1944. Mila, jeune fille insouciante de vingt-deux ans, a codé des messages et caché des clandestins pour un réseau de la Résistance. Arrêtée à Romainville avec sa cousine Lisette, le train les débarque quatre jours plus tard à Ravensbrück. Un voyage qui ressemble à l'antichambre de l'enfer où quatre cents des femmes du convoi laisseront la vie. De leur destination ces femmes, dont la plupart n'étaient pas des militantes chevronnées et aguerries par la politique et la Résistance, n'ont jamais entendu parler. Avec le triangle rouge des politiques cousu sur la manche, elles découvrent la vie de camp, avec sa saleté, son "Appell" interminable sur la place centrale même les jours de grand froid, la faim, l'épuisement au travail, les jalousies et la bagarre pour la survie. "Si elles avaient su ce qui vient, elles auraient demandé la balle en plein cœur au Mont Valérien ou ailleurs, ou se seraient jetées du train."
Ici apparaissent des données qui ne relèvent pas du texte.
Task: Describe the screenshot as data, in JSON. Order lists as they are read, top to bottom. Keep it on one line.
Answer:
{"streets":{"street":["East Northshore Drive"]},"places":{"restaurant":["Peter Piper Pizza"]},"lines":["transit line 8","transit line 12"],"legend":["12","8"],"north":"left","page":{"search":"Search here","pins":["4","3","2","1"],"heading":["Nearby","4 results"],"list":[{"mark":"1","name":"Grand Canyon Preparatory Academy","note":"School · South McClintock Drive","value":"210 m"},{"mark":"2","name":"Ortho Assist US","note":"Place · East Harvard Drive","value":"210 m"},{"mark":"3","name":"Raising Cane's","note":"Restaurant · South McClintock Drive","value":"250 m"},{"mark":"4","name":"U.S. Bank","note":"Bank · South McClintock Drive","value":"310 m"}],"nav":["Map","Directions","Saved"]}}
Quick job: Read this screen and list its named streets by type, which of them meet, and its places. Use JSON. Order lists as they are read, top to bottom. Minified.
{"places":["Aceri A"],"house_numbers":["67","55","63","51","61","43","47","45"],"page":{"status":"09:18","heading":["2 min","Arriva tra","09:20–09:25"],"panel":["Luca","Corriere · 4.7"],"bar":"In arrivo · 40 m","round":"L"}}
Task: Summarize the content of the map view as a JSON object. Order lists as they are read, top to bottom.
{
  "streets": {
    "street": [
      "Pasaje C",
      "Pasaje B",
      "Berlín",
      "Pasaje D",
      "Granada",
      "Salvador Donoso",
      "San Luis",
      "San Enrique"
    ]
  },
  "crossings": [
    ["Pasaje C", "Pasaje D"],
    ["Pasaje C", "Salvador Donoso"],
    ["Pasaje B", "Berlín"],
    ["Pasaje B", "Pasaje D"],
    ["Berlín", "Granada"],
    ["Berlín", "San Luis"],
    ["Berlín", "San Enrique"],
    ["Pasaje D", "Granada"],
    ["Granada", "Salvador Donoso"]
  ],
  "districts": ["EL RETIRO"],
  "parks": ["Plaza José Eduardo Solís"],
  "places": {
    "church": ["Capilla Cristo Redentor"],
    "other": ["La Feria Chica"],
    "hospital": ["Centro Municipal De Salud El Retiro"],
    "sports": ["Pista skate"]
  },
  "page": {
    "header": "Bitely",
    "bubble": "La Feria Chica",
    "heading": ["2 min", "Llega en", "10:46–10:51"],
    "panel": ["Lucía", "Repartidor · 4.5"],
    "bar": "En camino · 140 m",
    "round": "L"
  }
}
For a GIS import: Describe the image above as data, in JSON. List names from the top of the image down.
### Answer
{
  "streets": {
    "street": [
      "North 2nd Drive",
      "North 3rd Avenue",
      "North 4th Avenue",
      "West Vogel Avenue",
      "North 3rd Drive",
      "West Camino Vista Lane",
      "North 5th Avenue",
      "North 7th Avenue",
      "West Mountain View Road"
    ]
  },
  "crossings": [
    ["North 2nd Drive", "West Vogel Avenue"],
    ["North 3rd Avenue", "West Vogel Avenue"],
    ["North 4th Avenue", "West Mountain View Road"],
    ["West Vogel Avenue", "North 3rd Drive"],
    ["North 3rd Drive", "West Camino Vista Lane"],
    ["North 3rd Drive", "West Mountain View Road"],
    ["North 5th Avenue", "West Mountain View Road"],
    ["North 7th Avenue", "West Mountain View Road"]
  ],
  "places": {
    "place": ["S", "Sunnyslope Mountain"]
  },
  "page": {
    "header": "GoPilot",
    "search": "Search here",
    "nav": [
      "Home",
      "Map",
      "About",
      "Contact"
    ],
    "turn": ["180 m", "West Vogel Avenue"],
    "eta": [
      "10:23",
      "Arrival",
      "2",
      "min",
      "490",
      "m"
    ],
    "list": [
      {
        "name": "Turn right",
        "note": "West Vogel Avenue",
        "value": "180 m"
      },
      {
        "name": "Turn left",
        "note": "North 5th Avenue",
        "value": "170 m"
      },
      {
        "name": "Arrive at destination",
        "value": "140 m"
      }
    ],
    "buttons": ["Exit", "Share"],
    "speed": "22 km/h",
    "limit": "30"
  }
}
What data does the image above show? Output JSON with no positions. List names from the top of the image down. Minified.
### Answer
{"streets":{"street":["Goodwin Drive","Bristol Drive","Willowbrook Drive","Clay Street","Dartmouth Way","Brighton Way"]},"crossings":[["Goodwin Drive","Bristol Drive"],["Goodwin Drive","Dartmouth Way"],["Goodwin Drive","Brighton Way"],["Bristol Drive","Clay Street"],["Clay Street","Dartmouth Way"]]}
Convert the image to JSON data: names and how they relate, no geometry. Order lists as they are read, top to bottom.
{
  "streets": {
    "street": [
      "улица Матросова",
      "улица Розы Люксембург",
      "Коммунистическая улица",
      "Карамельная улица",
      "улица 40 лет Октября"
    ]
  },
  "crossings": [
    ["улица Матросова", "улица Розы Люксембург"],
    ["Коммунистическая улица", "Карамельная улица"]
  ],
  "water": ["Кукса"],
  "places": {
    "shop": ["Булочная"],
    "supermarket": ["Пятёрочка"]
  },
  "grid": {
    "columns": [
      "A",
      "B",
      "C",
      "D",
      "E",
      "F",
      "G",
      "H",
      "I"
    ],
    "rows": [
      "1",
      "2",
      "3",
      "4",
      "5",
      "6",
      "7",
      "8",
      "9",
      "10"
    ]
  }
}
Avec les Françaises, il y a des Polonaises, des Allemandes, des Hongroises, des Tchèques, des Slovaques, des Espagnoles, des Russes, des Hollandaises, des Belges, des Tziganes... des milliers de femmes qui communiquent par la "langue concentrationnaire, reconnaissable de Ravensbrück à Auschwitz, à Torgau, Zwodau, Rechlin, Petit Konisberg." "Le camp est une régression vers le rien, le néant , tout est à réapprendre, tout est à oublier." 123 000 femmes y furent déportées, 70 000 y périrent.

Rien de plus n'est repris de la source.